I dreamt of tomatoes last night, tomatoes and the Pre-Raphaelites. Tomatoes fill my dreams and my waking moments, and rightly so. Tomatoes are bursting out of our gardens and I’m determined to make the most of every single one of them.
Summer has returned here these last few days, the temperatures are suddenly soaring again. After the severe rain storms earlier in the week it’s making things feel a little topsy turvy, but I’m so grateful for the ripening sun that I’m willing to push on through!
Yesterday the heat really made itself known, I was working out in the fields with Stephen for a couple of hours stringing the new cow fence, but by midday I’d had all I could take. Stephen carried on like a hero and finished the fence but the heat even beat him in the end. After a day of hot working we were drained by dusk, but that was the time when my work needed to start up again.
As the evening finally cooled I did the hot work of roasting and canning tomato sauce, working until about 11 to make the most of some of our huge basket of tomatoes. This morning I was back at it before breakfast, aiming to process as many as I could before the heat started to build again.
The huge washing basket worth of tomatoes we brought in yesterday (we estimated about 20 kilos), with sweat dripping down our backs even as the sun began to dip, is now empty. The ‘perfect’ tomatoes have been blanched and are now sitting in ice water ready to be skinned, chopped and canned, work that will have to wait until after sunset this evening. Anything that is marked or showing signs of blight (that rain did it’s work on some of my plants) are chopped up and roasted with salt, oil, garlic and fresh basil from the garden. Then I run it through my super food mill (the only thing standing between me and a dead arm) and can it, ready for the pantry.

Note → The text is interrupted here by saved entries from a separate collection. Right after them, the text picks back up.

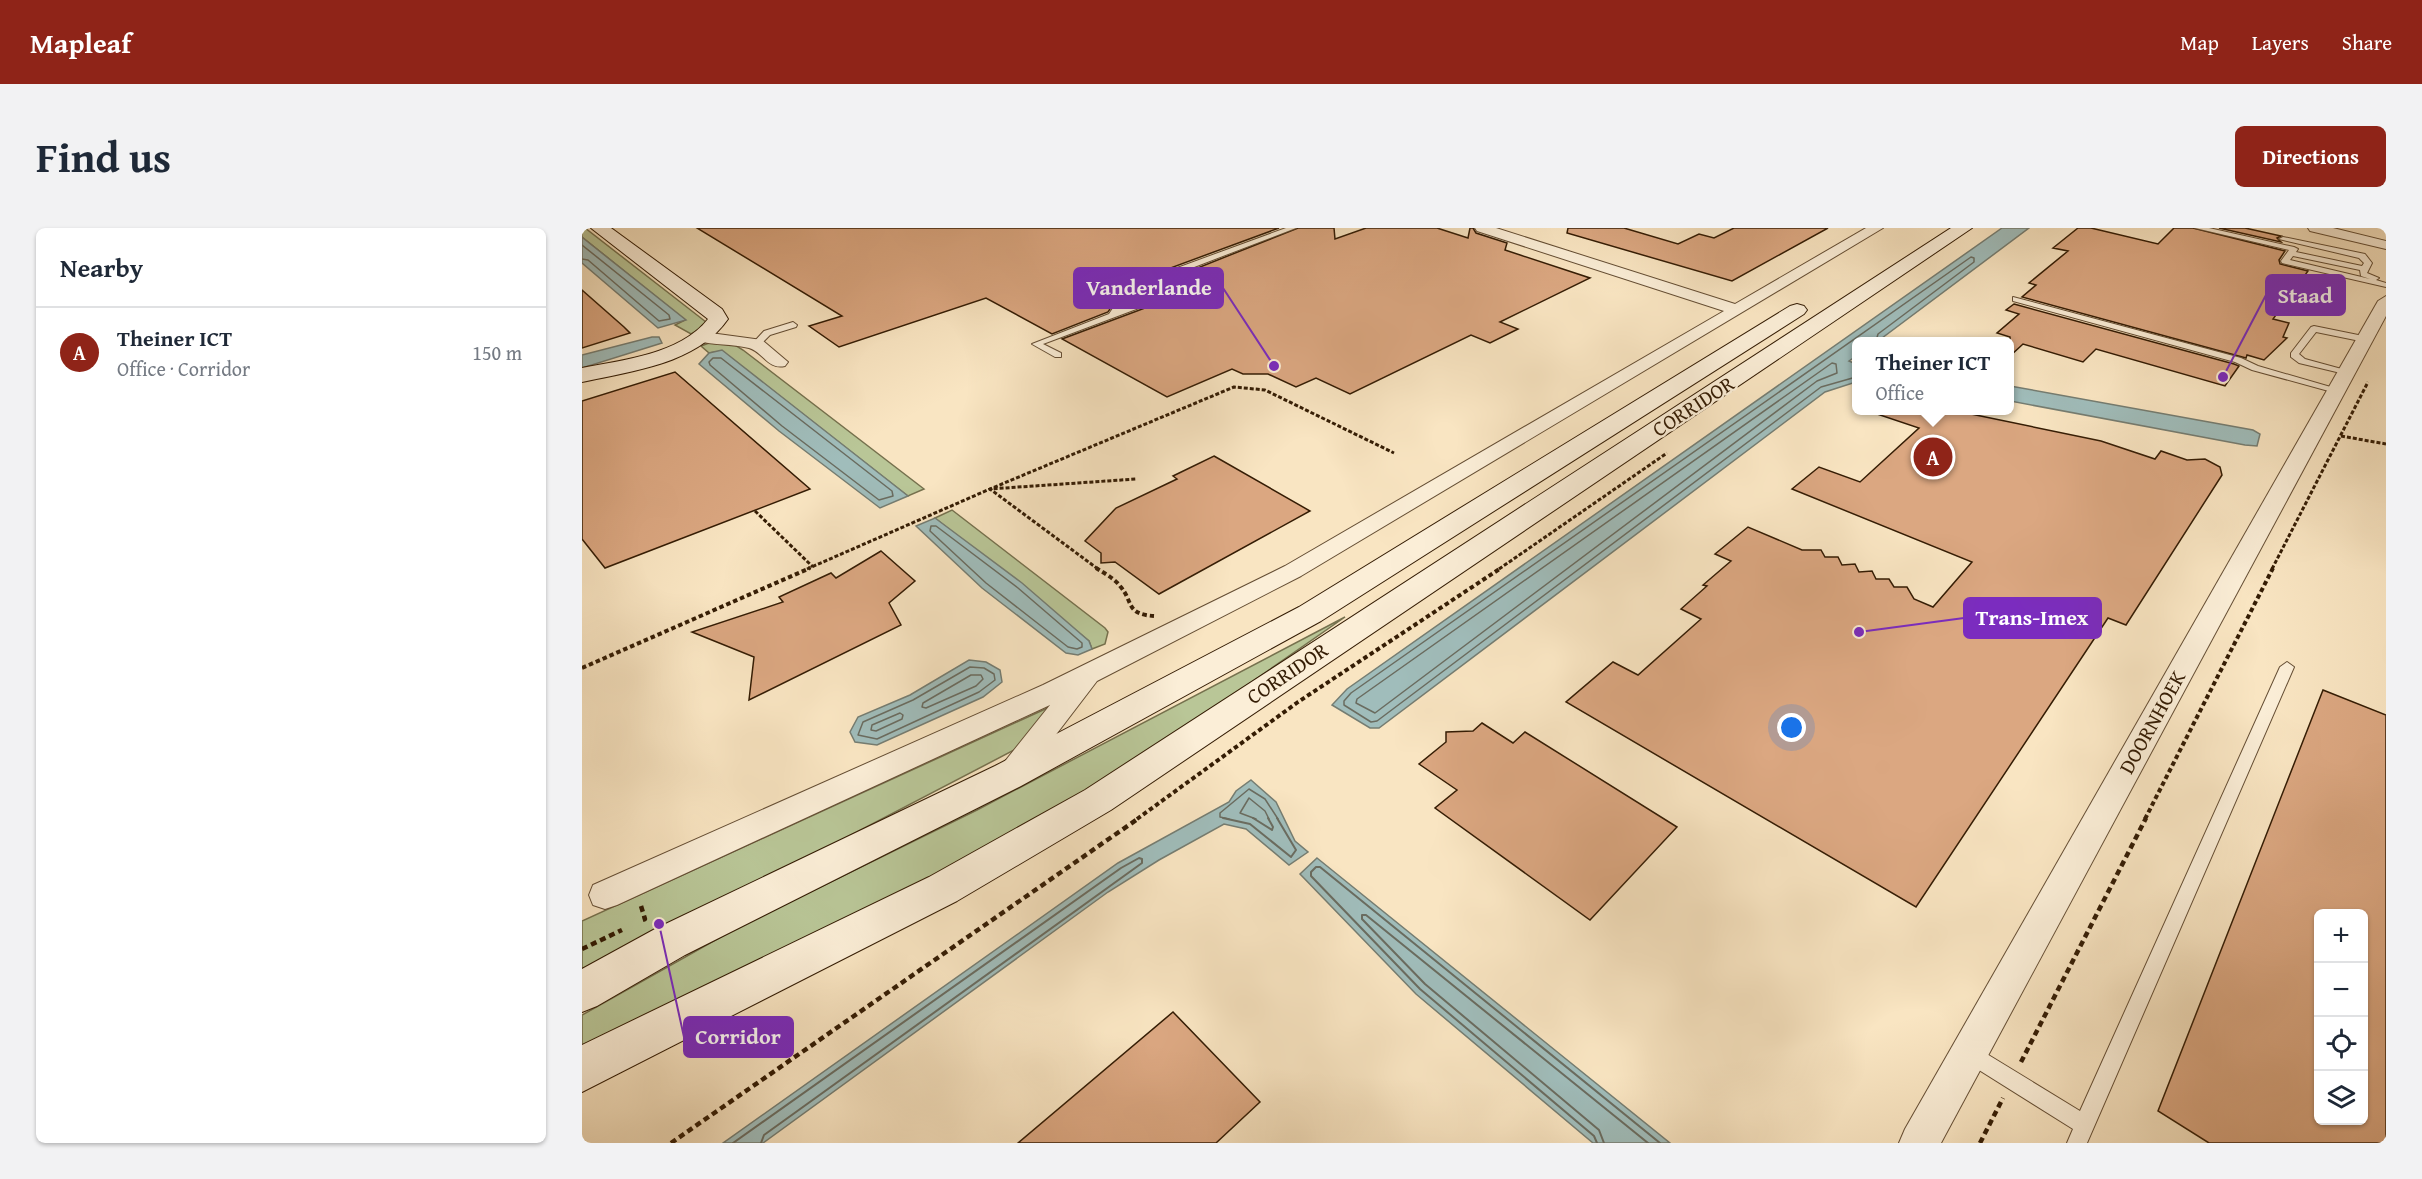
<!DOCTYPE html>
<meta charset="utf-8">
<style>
:root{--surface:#fff;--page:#f2f2f3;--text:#1f2937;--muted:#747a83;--line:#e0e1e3;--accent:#8f2418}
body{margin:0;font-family:"Gentium Book Plus",serif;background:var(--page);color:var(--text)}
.controls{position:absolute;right:18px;bottom:18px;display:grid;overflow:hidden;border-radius:9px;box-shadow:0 2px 4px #0004}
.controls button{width:54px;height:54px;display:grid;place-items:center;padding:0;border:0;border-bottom:2px solid var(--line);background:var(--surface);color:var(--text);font:30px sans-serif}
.you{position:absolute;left:1210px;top:500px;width:21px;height:21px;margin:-15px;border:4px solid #fff;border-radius:50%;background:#1a73e8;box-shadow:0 0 0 9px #1a73e833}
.badge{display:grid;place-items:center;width:39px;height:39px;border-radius:50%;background:var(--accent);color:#fff;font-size:20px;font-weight:700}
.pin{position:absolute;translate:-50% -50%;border:3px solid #fff;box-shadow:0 2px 6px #0006}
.popup{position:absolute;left:1270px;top:109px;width:162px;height:78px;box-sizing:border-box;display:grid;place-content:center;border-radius:9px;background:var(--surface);filter:drop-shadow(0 2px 4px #0005);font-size:20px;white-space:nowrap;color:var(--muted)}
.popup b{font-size:22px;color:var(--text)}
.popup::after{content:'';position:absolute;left:50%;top:100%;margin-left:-12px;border:12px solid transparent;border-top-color:var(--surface)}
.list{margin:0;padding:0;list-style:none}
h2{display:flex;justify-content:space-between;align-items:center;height:78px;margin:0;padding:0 24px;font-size:26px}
h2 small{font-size:20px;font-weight:400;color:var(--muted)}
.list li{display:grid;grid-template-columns:39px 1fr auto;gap:18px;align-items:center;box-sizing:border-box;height:90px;padding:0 24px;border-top:2px solid var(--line)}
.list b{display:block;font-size:22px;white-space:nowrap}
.list p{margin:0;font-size:20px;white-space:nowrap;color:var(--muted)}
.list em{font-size:20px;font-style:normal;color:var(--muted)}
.icon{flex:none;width:33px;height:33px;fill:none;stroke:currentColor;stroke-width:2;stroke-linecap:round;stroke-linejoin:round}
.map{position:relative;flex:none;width:1804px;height:915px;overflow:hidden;border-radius:9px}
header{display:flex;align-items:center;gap:36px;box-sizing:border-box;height:84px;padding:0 30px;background:var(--accent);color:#fff}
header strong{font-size:28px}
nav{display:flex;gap:33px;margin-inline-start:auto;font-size:21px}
.intro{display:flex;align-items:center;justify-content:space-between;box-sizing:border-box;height:144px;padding:0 36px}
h1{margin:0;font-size:42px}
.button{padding:15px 27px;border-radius:9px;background:var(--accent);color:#fff;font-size:21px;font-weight:700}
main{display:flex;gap:36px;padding:0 36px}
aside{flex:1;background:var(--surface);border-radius:9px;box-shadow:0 2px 4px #0004}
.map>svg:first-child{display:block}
</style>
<header>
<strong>Mapleaf</strong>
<nav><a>Map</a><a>Layers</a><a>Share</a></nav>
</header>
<div class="intro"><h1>Find us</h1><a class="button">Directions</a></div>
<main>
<aside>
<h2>Nearby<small></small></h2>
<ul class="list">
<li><span class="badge">A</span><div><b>Theiner ICT</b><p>Office · Corridor</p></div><em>150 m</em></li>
</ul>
</aside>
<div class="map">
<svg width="1804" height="915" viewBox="0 0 1804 915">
<rect width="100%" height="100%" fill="#f9e5c2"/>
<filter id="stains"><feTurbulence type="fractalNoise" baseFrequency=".00333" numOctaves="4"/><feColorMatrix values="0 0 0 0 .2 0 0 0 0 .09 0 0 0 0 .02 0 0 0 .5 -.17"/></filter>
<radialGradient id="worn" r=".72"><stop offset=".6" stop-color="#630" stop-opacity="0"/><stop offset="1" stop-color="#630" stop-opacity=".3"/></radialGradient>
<!-- green -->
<g fill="#b9c697" stroke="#76714e" stroke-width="1.5">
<polygon points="0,0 3,0 124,94 118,101 109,106 93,97 103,92 0,9"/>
<polygon points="127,115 153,117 161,122 342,261 326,268 140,123 127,125 119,118"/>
<polygon points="370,282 523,400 526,404 523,416 510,421 507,413 353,290"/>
<polygon points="763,389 595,506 503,565 395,625 0,829 0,787 153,701 395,582"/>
<polygon points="472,477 436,520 0,747 0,693"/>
</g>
<!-- water -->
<g fill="#a0bdbb" stroke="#757d72" stroke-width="1.5">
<polygon points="1420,0 1447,0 1296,113 1274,113 1274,128 1267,133 1274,136 1274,154 1243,164 797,500 788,500 750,477 765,461"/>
<polygon points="0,9 1,10 104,92 76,100 0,35"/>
<polygon points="70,109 77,109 80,115 0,140 0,127"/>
<polygon points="140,122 326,268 298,280 197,203 117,136 127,125"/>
<polygon points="1428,158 1671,202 1678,206 1675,218 1663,217 1428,173"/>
<polygon points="353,290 440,355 507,413 510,421 496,427 484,425 400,360 334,298"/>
<polygon points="387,432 404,434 418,442 420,454 401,469 295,517 273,514 268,504 276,489 328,467"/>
<polygon points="669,552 694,574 713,613 726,624 707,637 664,601 642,596 577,632 526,664 181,915 141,915 536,635 647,574 654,563"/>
<polygon points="735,630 1088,915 1011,915 834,766 718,646"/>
</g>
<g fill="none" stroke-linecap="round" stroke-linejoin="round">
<!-- shore-far1 -->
<g stroke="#6a6c60" stroke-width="1.5">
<polyline points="0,17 87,87 88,91 77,93 6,32 0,31"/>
<polygon points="131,130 139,130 310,263 311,268 297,272 200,198 128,137 127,134"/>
<polygon points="1250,135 1254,136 1255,145 1235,153 793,485 774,475 775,471"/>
<polyline points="1274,149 1239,159 795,493 789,494 762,477 762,473 769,465 1389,29 1392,30 1392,34 1296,106 1294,113"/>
<polygon points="349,298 354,298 436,360 500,415 500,419 495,421 486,419 404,355 348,303"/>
<polygon points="388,439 402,440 412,446 413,452 397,464 295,511 276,507 281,494 331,472"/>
<polygon points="389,447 399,447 401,451 394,458 344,480 340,479 341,475"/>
<polygon points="318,485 321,487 320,491 294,503 289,502 290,497"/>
<polyline points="647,591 638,589 638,585 667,561 683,571 696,591"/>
<polyline points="674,591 658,585 667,570 683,583 687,591"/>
</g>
<!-- shore -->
<g stroke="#6a6c60" stroke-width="2">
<polyline points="641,590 668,596 709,629 714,622 695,590"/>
<polyline points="671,590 690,602 691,599 686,590"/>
<polyline points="151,915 539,640 557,630 560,631 560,635 182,907 179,915"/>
<polyline points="1015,915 1012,908 838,761 729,648 729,644 734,639 738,639 1078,915"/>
<polyline points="1022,915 1017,902 843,756 780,691 780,687 784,687 1066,915"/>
</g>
</g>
<!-- building -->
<g fill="#dba781" stroke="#341c04" stroke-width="1.5" fill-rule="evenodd">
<polygon points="115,0 697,0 545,56 526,84 470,106 404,70 257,119 227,98 260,88"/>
<polygon points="716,0 752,0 753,11 784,0 855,0 886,10 888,0 891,0 894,5 925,15 923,22 1008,50 918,94 936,101 908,115 889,107 768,166 734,150 714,159 686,146 661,146 650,141 585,169 480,111 630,55 631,48 613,41"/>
<polygon points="986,0 1042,0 1096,16 1117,6 1132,10 1152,0 1246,0 1150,53 985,5"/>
<polygon points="1496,0 1509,0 1576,16 1592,0 1611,0 1703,23 1697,32 1698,36 1726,43 1691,91 1707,95 1701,109 1705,110 1682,132 1665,127 1664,130 1440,69 1454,57 1447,55 1486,23 1471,20"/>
<polygon points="1637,0 1663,0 1699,8 1695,10 1699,14"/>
<polygon points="600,46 613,51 544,76 553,64"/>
<polygon points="0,62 42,99 48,105 0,120"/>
<polygon points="1432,76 1652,136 1657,138 1643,158 1514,121 1501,134 1441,116 1428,128 1428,109 1415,105 1437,86 1424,82"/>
<polygon points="93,144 228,261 23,340 0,311 0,173"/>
<polygon points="1295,183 1360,183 1389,186 1519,213 1573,231 1579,223 1605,232 1623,231 1638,239 1640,247 1544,397 1526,390 1334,679 984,474 1031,434 1056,447 1119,391 1099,381 1125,358 1121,357 1149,333 1133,326 1166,299 1220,322 1239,322 1243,329 1256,329 1260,337 1273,336 1277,344 1290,343 1294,351 1307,351 1312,359 1325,359 1332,371 1351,379 1390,334 1210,261 1237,239 1278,254 1337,200 1295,186"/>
<polygon points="632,228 728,283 577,366 533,334 519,335 519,325 503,313 534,280 595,251 591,248"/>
<polygon points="299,323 333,353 307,375 319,397 167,472 172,429 110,404 201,374 197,369 249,345 254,350"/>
<path d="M1741,462L1804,487V915H1627L1576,883ZM1737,686H1782V892H1737Z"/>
<polygon points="900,495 931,515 943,504 1095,599 1008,692 853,580 875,562 837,536 864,514 864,504 891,503"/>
<polygon points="591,784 678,874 634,915 436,915"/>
</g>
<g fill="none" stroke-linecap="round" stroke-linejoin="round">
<!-- lane casing -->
<g stroke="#654e34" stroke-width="2">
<g id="lane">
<path d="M704,0H714L607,41L629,49V53L461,116L479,125V129H473L450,116L527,86L546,58ZM600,44L619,51L538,81L552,62Z"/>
<path d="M1613,0H1627L1712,19L1716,21L1714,24L1780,38L1782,35L1777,30L1697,11L1701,9L1783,26L1790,35L1785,45L1797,50L1794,52L1804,55V59L1700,35L1699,33L1707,22ZM1711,28L1778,42L1779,48L1788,51L1708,32Z"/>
<polygon points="1431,69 1659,130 1676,138 1759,162 1754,165 1670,142 1653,134 1431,73"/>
<polygon points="211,94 215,97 214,99 188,107 177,118 170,116 182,103"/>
<polygon points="1732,98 1786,109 1786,113 1783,114 1734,104 1717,126 1723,131 1767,143 1767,147 1717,135 1709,129 1709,125 1729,99"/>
<polygon points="1705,434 1712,439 1505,915 1485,915 1491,901 1381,832 1379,826 1381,820 1388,817 1395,820 1498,883 1698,439"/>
</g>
</g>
<!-- street casing -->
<g stroke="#654e34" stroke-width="2">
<g id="street">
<polygon points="893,0 914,0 1153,76 1284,0 1301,0 719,348 515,453 437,555 427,558 417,555 412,547 468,477 35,677 23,681 11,677 7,667 11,657 461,457 703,338 1142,83 895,3"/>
<polygon points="1726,0 1751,0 1804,13 1804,21 1728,3"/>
<polygon points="1804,68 1804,88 1359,915 1317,915 1323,901 1796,73"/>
<path d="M121,104L180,112L206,134L203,138C186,142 181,124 167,120C150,116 132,117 115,113L112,109L115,105Z"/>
</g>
</g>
<!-- secondary casing -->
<g stroke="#341c04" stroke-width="2">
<g id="secondary">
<path d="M9,0H29L140,81L146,91C115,136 50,143 0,154V140C40,132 99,126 126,91Z"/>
<polygon points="1369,0 1390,0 529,582 375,673 0,864 0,817 347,649 503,562"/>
<polygon points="1215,76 1222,78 1225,82 1222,86 739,393 439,558 103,727 15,778 0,784 0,741 73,701 413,538 717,379 1208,78"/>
</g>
</g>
<!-- path-far2 -->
<g stroke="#341c04" stroke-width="3" stroke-dasharray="4 2" stroke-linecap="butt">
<polyline points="1759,208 1804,216"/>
<polyline points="173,283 231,339"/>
<polyline points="225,341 408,261 652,159 683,162 812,225"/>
<polyline points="516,341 408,261 554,251"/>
<polyline points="917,341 1085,225"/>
<polyline points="1690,341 1786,154"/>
</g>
<!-- path-far1 -->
<g stroke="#341c04" stroke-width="4" stroke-dasharray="4.5 3" stroke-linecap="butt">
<path d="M514,340C522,345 533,351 538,358C552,374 543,386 572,388"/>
<polyline points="0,440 228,340"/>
<polyline points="555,591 716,474 919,340"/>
<polyline points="1563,591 1691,340"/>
</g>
<!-- path -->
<g stroke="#341c04" stroke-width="4.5" stroke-dasharray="6 4" stroke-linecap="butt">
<polyline points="59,678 63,691 60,692"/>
<polyline points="0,721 40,702"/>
<polyline points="1439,834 1564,590"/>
<polyline points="89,915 557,590"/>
<polyline points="1398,915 1421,870"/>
</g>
<!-- lane -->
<use href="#lane" fill="#fbeed7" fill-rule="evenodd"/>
<!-- street -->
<use href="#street" fill="#fbeed7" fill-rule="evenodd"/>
<!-- secondary -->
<use href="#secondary" fill="#fbeed7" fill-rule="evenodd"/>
</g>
<g text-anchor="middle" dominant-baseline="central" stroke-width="4.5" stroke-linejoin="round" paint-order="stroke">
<!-- street labels -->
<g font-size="21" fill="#341c04" stroke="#fbeed7">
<text transform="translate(1111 178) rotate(-33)">CORRIDOR</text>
<text transform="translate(705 445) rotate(-34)">CORRIDOR</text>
<text transform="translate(1570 494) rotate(-61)">DOORNHOEK</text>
</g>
</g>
<!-- callouts -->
<path fill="none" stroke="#7b2cbf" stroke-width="2" d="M692 138L641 60M1641 149L1684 67M1277 404L1382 390M77 696L102 809"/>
<g fill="#7b2cbf" stroke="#fbeed7" stroke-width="2">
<circle cx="692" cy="138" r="6"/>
<circle cx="1641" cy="149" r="6"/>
<circle cx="1277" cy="404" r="6"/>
<circle cx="77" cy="696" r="6"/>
</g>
<g fill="#7b2cbf" stroke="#7b2cbf" stroke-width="2">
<rect x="492" y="40" width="149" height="40" rx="6"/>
<rect x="1684" y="47" width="79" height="40" rx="6"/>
<rect x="1382" y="370" width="137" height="40" rx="6"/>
<rect x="102" y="789" width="109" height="40" rx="6"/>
</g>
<g font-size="22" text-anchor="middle" font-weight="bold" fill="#fff">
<text x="567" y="67">Vanderlande</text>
<text x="1723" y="75">Staad</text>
<text x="1450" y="397">Trans-Imex</text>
<text x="156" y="816">Corridor</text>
</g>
<rect width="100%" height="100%" filter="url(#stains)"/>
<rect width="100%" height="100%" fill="url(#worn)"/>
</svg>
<div class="controls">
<button>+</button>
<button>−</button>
<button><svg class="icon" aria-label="locate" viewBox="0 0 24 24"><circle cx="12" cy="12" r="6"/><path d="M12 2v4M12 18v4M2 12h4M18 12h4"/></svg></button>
<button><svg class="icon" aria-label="layers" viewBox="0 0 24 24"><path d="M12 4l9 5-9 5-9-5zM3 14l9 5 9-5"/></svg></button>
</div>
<div class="you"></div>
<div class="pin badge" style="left:1351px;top:229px">A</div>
<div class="popup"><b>Theiner ICT</b>Office</div>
</div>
</main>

As I pass my tomatoes through the mill, or peel and core my canning tomatoes, I put aside the ‘waste’ and pop it straight into the pig bucket. What seems like a waste product is, I remind my self several times a day, turning happily into bacon in the field. The plants will be composted, returning eventually to the earth and the droppings from the aforementioned pigs will go back onto the soil to refresh it for next year’s planting. It’s the cycle of life here on the farm, and it’s one I love repeating.